If however the prescribed distance is proportional to the current distance between the two points the normalization is not needed and the result can be the simpler:

double x3 = x1 + (x2 - x1) * k;
double y3 = y1 + (y2 - y1) * k;

where k is the ratio between the prescribed distance and the distance between the two points (once again with positive or negative sign depending on which side you are interested in).

By using parametric equations x=x(t), y=y(t) instead of explicit equations y=y(x) in addition to not having artificial singularity problems that depend on the coordinate system you also get formulas that are trivial to extend in higher dimensions. For example for a 3d line you just basically need to add z coordinate to the above formulas in the very same way x and y are used...

Answer 2

If you substitute the first equation "y3 = slope * x3" into the 2nd equation "dis = sqrt(pow(x3-x1) + pow(y3-y1))", and square both sides, you get a quadratic which you can solve using the quadratic formula.
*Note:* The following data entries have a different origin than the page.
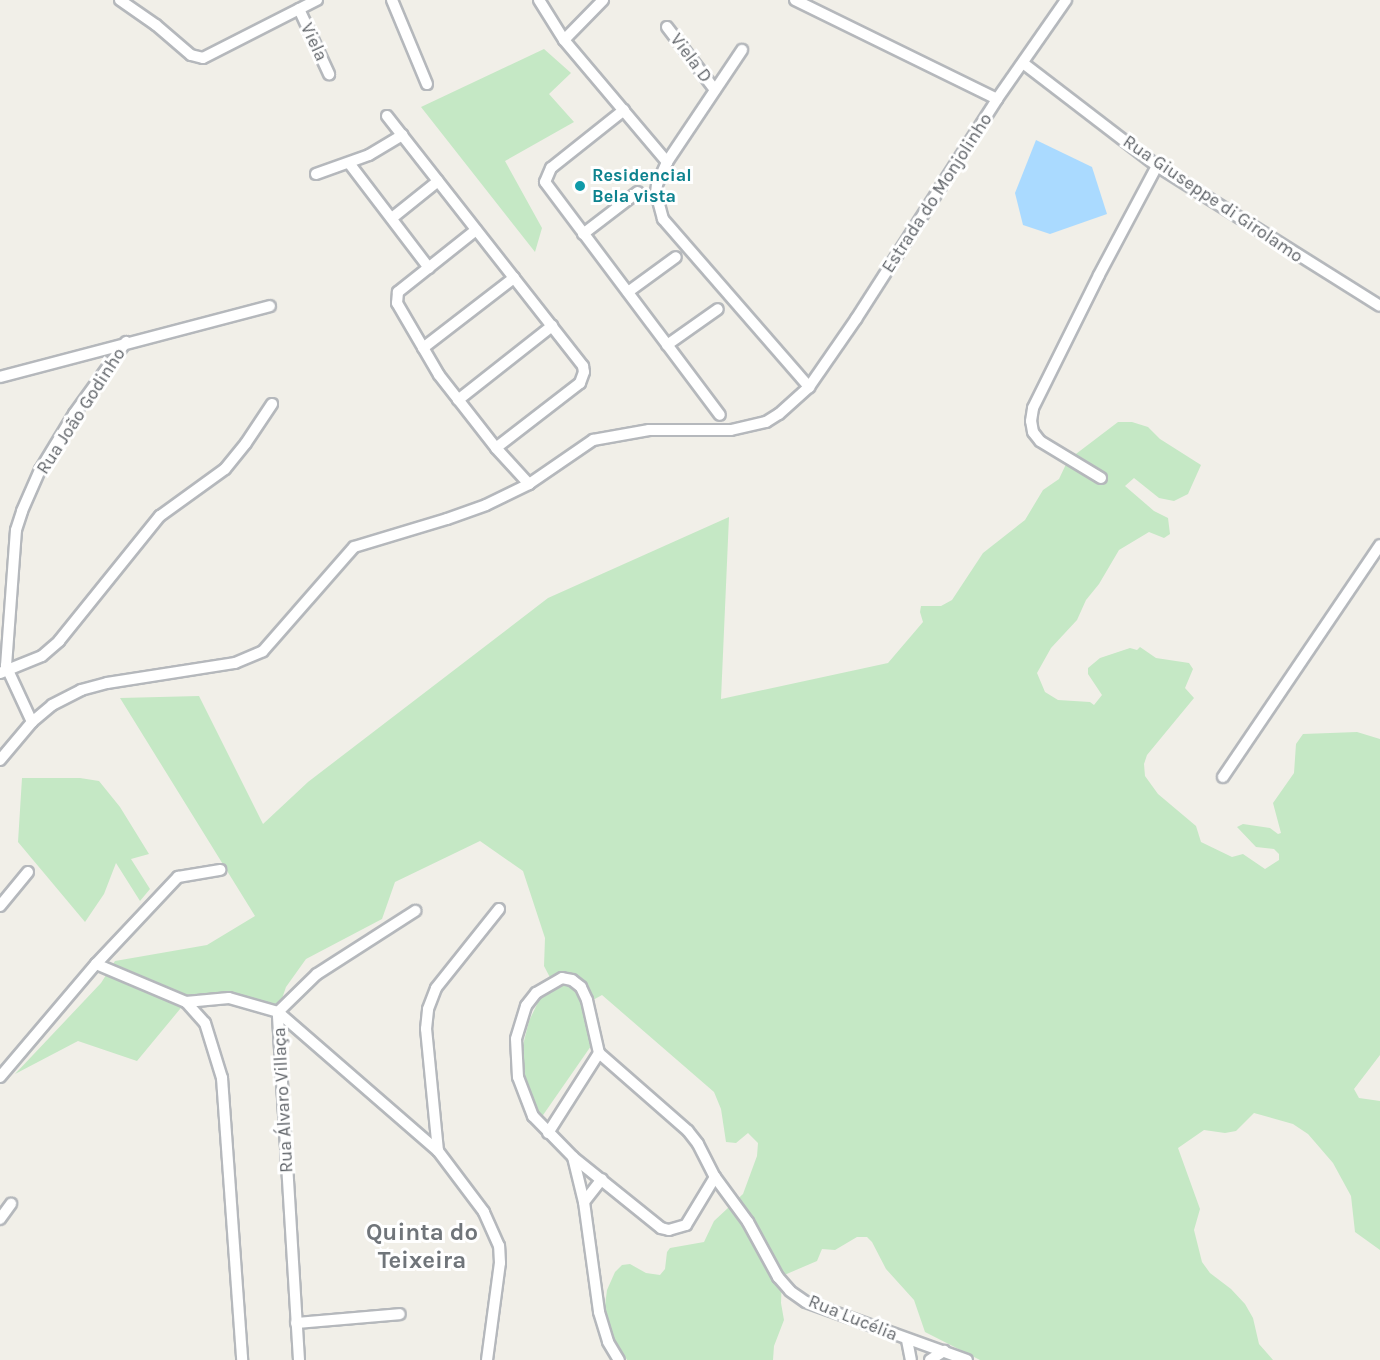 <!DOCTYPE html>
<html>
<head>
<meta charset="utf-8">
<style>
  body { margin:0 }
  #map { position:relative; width:1380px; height:1360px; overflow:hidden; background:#f1efe8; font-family:Karla,sans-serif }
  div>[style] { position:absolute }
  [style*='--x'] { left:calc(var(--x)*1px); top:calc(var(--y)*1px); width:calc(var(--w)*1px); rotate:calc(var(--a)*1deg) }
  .green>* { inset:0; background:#c5e8c5 }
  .water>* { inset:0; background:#aadaff }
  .roads { filter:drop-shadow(2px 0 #b5b8bc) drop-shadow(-2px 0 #b5b8bc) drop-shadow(0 2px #b5b8bc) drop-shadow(0 -2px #b5b8bc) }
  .street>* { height:10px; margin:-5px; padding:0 5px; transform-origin:5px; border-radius:5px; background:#fff }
  .dots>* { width:16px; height:16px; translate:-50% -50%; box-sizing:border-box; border:3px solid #fff; border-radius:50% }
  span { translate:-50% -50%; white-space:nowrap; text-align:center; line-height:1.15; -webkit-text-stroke:6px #fff; paint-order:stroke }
  .street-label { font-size:18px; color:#5f6368 }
  .culture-label { font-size:18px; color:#0d838f; font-weight:700 }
  .left { translate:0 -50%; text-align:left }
  .district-label { font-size:24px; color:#70757a; font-weight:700 }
</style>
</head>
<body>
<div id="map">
  <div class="green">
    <div style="clip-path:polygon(544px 49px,571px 73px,549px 94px,574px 122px,505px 161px,542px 228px,535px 252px,421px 107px)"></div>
    <div style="clip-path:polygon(1118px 422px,1132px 422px,1148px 427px,1160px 439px,1201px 465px,1188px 494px,1174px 501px,1159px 498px,1134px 478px,1125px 486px,1154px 511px,1168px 518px,1170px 534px,1164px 538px,1149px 532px,1119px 550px,1099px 584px,1086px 600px,1077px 620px,1051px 648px,1037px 673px,1045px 692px,1058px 700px,1090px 702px,1094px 705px,1102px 695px,1088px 674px,1088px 668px,1100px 658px,1130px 648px,1137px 650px,1140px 647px,1156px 658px,1189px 663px,1193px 669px,1185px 688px,1194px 698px,1147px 755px,1144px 764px,1145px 776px,1158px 794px,1196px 826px,1201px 842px,1232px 857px,1243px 854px,1265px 869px,1279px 860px,1279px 854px,1274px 849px,1256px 847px,1237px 827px,1243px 824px,1270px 828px,1278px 834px,1281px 833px,1273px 803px,1294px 773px,1296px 744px,1303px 734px,1357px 732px,1380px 739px,1380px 1055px,1354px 1089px,1359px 1098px,1380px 1101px,1380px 1250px,1355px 1232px,1351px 1196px,1333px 1163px,1308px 1134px,1293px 1124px,1254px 1113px,1236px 1131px,1225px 1133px,1204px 1130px,1178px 1148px,1200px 1209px,1194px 1230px,1202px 1262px,1210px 1273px,1231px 1289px,1245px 1304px,1253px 1318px,1259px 1344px,1273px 1360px,980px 1360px,925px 1332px,914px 1300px,886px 1269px,872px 1242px,867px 1237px,857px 1237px,835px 1250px,822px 1249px,817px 1261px,782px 1276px,781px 1303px,784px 1320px,774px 1346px,773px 1360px,627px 1360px,603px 1321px,607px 1290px,615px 1272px,622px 1265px,630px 1264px,646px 1273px,660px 1275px,665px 1269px,667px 1252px,670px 1248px,704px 1242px,714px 1221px,743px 1194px,757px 1156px,758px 1143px,748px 1133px,736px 1143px,726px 1142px,721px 1109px,714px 1092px,602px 995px,584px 1005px,591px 1046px,541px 1118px,535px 1111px,524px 1084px,522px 1049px,529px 1021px,540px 998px,555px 987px,544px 966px,545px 938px,523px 871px,480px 841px,395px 882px,382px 919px,306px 959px,286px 987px,275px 1019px,228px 999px,185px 1003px,137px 1061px,78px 1041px,15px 1074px,101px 983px,115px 961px,207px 945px,255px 916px,120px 698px,199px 696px,263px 824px,308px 782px,548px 598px,729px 517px,721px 699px,888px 663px,923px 622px,920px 612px,921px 606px,941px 606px,952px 600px,983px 553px,1025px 520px,1043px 490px,1059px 479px,1068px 460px)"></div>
    <div style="clip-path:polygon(22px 778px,80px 778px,99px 781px,120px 807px,149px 854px,131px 859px,150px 889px,140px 901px,116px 863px,104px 894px,85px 922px,18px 842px)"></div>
  </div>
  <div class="water">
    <div style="clip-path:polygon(1036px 140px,1092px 167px,1107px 214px,1050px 234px,1023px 225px,1015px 193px)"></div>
  </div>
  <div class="roads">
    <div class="street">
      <div style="--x:120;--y:0;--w:44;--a:34.8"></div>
      <div style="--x:156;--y:25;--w:46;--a:40.6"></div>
      <div style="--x:191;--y:55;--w:12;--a:14"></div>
      <div style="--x:203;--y:58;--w:128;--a:-27"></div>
      <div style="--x:392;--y:0;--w:91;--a:67.4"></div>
      <div style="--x:539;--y:0;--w:47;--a:58"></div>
      <div style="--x:564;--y:40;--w:160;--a:49.8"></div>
      <div style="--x:667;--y:162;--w:24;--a:114"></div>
      <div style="--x:657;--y:184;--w:9;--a:96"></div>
      <div style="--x:656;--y:193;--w:27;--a:75"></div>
      <div style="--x:663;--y:219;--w:223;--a:49"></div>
      <div style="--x:795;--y:0;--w:225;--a:26.1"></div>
      <div style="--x:299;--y:9;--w:72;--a:65.2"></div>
      <div style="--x:667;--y:27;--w:79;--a:52.7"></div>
      <div style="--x:564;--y:40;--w:56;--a:-45.7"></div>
      <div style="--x:1023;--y:63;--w:169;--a:37.5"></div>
      <div style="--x:1157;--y:166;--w:263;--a:32.1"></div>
      <div style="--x:624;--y:110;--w:93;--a:141.5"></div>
      <div style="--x:551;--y:168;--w:15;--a:113"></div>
      <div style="--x:545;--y:182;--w:291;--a:53.1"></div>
      <div style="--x:387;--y:116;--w:318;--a:51.9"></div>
      <div style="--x:583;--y:366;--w:6;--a:81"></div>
      <div style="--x:584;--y:372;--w:12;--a:110"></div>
      <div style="--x:580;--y:383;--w:106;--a:142.3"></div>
      <div style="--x:667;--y:162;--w:135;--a:-56.2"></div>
      <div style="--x:349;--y:163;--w:132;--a:52.7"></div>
      <div style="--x:316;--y:174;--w:56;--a:-19.7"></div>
      <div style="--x:369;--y:155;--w:39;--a:-31"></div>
      <div style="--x:392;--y:218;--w:59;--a:-38.8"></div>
      <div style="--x:476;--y:230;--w:100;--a:141.5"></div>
      <div style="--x:398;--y:292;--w:11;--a:95"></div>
      <div style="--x:397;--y:303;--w:83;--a:59.7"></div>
      <div style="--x:439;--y:375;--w:93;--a:52"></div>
      <div style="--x:496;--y:448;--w:49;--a:47.5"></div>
      <div style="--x:583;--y:234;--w:69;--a:-37.4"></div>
      <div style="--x:628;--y:292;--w:59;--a:-36.1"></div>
      <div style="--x:667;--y:345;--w:62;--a:-35.2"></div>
      <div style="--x:423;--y:348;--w:115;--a:-37.6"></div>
      <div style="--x:0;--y:377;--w:279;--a:-14.7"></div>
      <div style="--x:458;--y:400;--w:120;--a:-38.2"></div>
      <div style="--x:1101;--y:478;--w:71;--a:-148.8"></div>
      <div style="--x:1040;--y:441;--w:11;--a:-128"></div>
      <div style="--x:1033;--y:432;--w:11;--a:-100"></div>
      <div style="--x:1031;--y:421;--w:13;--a:-81"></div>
      <div style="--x:1033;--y:408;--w:148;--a:-63.6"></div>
      <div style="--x:1099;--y:275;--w:123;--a:-62"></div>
      <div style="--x:0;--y:673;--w:45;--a:-22"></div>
      <div style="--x:42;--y:656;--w:23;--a:-41"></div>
      <div style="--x:59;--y:641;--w:161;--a:-51.1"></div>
      <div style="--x:160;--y:516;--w:80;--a:-35.9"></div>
      <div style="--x:225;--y:469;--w:33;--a:-51"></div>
      <div style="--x:246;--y:443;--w:47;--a:-56.3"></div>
      <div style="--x:32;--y:722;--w:62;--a:-114.9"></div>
      <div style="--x:6;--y:666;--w:136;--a:-85.8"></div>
      <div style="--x:16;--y:530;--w:20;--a:-72"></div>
      <div style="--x:22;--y:511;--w:45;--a:-66.3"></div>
      <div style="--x:40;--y:470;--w:66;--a:-58.7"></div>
      <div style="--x:74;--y:414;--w:89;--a:-54.2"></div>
      <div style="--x:0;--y:760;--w:50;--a:-49.9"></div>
      <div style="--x:32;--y:722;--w:26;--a:-40"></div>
      <div style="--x:52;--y:705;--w:33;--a:-27"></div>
      <div style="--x:81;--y:690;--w:27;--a:-15"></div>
      <div style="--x:107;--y:683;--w:130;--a:-8.9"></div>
      <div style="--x:235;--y:663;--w:30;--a:-23"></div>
      <div style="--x:263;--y:651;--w:138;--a:-48.8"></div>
      <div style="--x:354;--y:547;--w:97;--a:-16.8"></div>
      <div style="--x:447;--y:519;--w:41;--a:-19.7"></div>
      <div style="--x:486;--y:505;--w:48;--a:-26"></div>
      <div style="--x:529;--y:484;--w:78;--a:-34.5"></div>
      <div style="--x:593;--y:440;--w:57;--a:-10.1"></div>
      <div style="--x:649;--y:430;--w:82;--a:0"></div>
      <div style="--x:731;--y:430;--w:36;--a:-13"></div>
      <div style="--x:766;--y:422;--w:15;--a:-32"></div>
      <div style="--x:779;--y:414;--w:40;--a:-42"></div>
      <div style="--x:809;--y:387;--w:83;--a:-55.3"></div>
      <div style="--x:856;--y:319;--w:261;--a:-57.3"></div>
      <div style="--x:997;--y:99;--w:121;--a:-55.1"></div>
      <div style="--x:1223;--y:777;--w:280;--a:-55.9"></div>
      <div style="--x:0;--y:906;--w:44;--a:-50.5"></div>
      <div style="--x:96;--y:964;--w:98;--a:22.9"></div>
      <div style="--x:186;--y:1002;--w:43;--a:-5.3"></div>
      <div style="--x:229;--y:998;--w:51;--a:15.9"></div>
      <div style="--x:278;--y:1012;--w:212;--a:41"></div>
      <div style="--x:186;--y:1002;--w:28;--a:48"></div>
      <div style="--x:205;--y:1023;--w:58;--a:72.8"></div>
      <div style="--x:222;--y:1078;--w:283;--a:85.9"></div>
      <div style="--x:599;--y:1053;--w:54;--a:-102.8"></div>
      <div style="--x:587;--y:1000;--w:14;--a:-115"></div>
      <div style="--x:581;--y:987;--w:11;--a:-142"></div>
      <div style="--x:572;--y:980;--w:10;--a:-169"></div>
      <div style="--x:562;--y:978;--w:30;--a:150"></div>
      <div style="--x:536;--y:993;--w:16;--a:128"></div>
      <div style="--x:526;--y:1006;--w:34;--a:107"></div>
      <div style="--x:516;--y:1039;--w:38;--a:87"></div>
      <div style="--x:518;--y:1077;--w:42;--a:69"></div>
      <div style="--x:533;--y:1116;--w:57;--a:45.7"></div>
      <div style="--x:573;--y:1157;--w:46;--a:76.3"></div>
      <div style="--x:584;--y:1202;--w:111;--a:82.2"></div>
      <div style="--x:599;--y:1312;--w:31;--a:73"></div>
      <div style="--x:608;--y:1342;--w:21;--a:59"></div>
      <div style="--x:0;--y:1077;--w:148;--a:-49.7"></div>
      <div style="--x:96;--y:964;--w:120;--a:-46.7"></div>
      <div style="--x:178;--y:877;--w:43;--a:-9.5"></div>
      <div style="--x:548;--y:1133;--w:95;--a:-57.5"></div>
      <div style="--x:599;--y:1053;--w:118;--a:41.2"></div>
      <div style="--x:688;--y:1131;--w:16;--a:52"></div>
      <div style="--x:698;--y:1144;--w:37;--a:63"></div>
      <div style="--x:715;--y:1177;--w:56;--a:121.1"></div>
      <div style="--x:686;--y:1225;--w:18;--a:164"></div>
      <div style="--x:669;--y:1230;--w:8;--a:-166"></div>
      <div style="--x:661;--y:1228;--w:113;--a:-141.1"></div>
      <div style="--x:715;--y:1177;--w:56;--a:53.7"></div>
      <div style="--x:748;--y:1222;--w:63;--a:61.4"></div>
      <div style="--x:778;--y:1277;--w:18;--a:49"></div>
      <div style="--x:790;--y:1291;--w:19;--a:35"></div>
      <div style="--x:806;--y:1302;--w:171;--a:19.8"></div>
      <div style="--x:584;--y:1202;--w:29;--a:-52"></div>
      <div style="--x:0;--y:1219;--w:19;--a:-54"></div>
      <div style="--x:296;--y:1323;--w:104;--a:-4.9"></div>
      <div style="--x:907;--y:1340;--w:20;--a:79"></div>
      <div style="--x:299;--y:1360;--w:349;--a:-93.5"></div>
      <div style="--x:278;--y:1012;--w:54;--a:-44.3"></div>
      <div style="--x:317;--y:974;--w:117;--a:-32.7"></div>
      <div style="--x:487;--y:1360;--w:98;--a:-82.4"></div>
      <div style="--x:500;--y:1263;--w:17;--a:-93"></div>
      <div style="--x:499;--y:1246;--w:37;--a:-114"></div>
      <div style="--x:484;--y:1212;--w:76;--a:-127"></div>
      <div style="--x:438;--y:1151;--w:123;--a:-95.6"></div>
      <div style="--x:426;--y:1029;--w:20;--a:-84"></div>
      <div style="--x:428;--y:1009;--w:22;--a:-69"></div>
      <div style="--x:436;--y:988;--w:101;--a:-51.4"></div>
      <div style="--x:930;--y:1360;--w:17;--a:-33"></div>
    </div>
  </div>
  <div class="dots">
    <div style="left:580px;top:186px;background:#0f9aa8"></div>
  </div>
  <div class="street-label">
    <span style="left:314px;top:42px;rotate:65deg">Viela</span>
    <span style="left:691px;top:58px;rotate:53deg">Viela D</span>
    <span style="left:937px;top:193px;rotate:-57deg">Estrada do Monjolinho</span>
    <span style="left:1213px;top:199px;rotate:34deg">Rua Giuseppe di Girolamo</span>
    <span style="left:81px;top:411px;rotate:-57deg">Rua João Godinho</span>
    <span style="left:283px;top:1100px;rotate:-93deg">Rua Álvaro Villaça</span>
    <span style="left:853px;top:1318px;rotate:22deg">Rua Lucélia</span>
  </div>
  <div class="culture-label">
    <span class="left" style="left:592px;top:186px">Residencial<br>Bela vista</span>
  </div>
  <div class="district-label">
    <span style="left:422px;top:1247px">Quinta do<br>Teixeira</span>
  </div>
</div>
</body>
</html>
After substitution you get:

dis^2 = (x3-x1)^2 + (slope*x3 - y1)^2

Square both sides:

(slope^2+1)*x3^2 + (-2*slope*y1-2*x1) + 2*y1^2 = dis^2

Solve for x3 using the quadratic formula:

x3 = (2*slope*y1+2*x1) +/- sqrt((2*slope*y1+2*x1)^b - 4*(slope^2+1)*(2*y1^2-dis^2))/(2*(slope^2+1))

Substitute x3 into the first equation to get y3:

y3 = slope * x3

Answer 3

Too much math.

x3 = (x1 - x2) * 1.35 + x2
y3 = (y1 - y2) * 1.35 + y2